EXERCISE OBJECTIVE: In the entries below, find the lines that include "sports" and give their number as the whole reply.

──────── EXCERPTED DATA

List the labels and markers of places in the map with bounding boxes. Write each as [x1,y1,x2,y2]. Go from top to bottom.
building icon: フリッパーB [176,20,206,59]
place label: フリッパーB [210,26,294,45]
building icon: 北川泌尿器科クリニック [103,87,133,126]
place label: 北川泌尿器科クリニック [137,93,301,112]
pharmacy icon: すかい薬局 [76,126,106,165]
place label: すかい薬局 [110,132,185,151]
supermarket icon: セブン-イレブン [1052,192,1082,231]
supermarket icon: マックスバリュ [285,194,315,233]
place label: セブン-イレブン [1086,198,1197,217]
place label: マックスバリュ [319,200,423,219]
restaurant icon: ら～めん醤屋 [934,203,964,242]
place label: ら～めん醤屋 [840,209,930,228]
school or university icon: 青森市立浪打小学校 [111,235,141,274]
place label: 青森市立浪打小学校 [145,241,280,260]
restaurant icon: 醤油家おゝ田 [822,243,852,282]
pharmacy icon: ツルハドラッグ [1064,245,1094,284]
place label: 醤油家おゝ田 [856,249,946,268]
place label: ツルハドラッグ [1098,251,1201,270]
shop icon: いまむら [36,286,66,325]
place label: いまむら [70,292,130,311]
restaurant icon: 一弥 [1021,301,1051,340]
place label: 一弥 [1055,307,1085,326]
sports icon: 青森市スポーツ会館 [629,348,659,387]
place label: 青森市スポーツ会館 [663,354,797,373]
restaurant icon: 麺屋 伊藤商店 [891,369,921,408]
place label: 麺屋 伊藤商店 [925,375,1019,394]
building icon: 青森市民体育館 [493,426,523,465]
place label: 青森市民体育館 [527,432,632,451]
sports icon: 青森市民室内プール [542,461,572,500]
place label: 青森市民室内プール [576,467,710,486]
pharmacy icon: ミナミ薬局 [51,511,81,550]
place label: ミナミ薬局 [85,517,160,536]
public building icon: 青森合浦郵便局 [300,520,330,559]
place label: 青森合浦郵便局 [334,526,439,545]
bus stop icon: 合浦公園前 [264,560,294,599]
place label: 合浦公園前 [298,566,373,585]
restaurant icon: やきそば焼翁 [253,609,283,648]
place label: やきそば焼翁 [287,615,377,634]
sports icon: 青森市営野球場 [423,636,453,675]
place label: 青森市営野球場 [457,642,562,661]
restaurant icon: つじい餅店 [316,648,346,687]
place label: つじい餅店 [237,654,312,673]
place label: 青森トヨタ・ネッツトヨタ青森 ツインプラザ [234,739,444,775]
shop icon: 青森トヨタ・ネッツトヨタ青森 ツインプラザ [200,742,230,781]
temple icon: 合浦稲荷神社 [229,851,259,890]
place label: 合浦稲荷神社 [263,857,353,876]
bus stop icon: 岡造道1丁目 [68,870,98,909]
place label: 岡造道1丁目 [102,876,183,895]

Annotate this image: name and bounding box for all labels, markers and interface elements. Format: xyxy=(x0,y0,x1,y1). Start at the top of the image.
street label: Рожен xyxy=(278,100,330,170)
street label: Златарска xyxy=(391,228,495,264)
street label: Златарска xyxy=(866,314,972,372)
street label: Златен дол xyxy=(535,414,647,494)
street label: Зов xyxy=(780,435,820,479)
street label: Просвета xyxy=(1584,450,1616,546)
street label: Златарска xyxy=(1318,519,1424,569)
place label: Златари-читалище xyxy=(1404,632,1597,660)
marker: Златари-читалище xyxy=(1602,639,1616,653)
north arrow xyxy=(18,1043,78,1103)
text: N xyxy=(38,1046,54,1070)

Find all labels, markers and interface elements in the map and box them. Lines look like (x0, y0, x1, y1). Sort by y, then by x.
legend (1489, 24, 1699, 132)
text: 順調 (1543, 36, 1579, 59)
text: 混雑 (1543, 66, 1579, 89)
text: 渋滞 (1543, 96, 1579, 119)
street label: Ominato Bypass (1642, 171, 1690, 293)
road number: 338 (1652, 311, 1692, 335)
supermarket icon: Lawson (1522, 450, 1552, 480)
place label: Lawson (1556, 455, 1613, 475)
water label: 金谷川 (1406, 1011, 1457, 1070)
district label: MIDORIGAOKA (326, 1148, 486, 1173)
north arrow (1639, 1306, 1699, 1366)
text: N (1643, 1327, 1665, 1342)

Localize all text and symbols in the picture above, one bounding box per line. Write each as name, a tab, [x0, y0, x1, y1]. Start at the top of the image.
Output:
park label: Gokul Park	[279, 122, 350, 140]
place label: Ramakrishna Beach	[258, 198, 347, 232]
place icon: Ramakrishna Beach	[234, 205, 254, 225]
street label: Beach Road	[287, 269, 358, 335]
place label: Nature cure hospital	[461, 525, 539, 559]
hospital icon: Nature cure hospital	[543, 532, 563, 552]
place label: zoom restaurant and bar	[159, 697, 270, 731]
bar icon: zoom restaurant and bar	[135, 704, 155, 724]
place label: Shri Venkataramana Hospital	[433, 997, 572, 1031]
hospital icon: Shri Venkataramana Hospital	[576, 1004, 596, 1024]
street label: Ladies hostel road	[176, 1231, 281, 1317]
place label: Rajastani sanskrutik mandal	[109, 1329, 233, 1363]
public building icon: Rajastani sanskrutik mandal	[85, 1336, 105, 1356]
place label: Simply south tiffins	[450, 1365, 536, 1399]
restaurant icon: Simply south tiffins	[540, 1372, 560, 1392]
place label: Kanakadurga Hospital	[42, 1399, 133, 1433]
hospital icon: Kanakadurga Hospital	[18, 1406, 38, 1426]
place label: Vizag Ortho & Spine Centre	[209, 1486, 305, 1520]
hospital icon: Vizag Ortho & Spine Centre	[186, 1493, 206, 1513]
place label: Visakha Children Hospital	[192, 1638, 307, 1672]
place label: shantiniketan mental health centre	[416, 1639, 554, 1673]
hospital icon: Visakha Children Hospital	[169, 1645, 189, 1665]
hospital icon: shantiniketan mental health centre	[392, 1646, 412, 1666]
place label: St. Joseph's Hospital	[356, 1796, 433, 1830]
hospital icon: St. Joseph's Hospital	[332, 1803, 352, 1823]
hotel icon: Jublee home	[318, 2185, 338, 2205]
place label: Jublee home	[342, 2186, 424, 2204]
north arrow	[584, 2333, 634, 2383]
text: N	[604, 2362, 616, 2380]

────────────────

SOLUTION TO THIS TASK: 3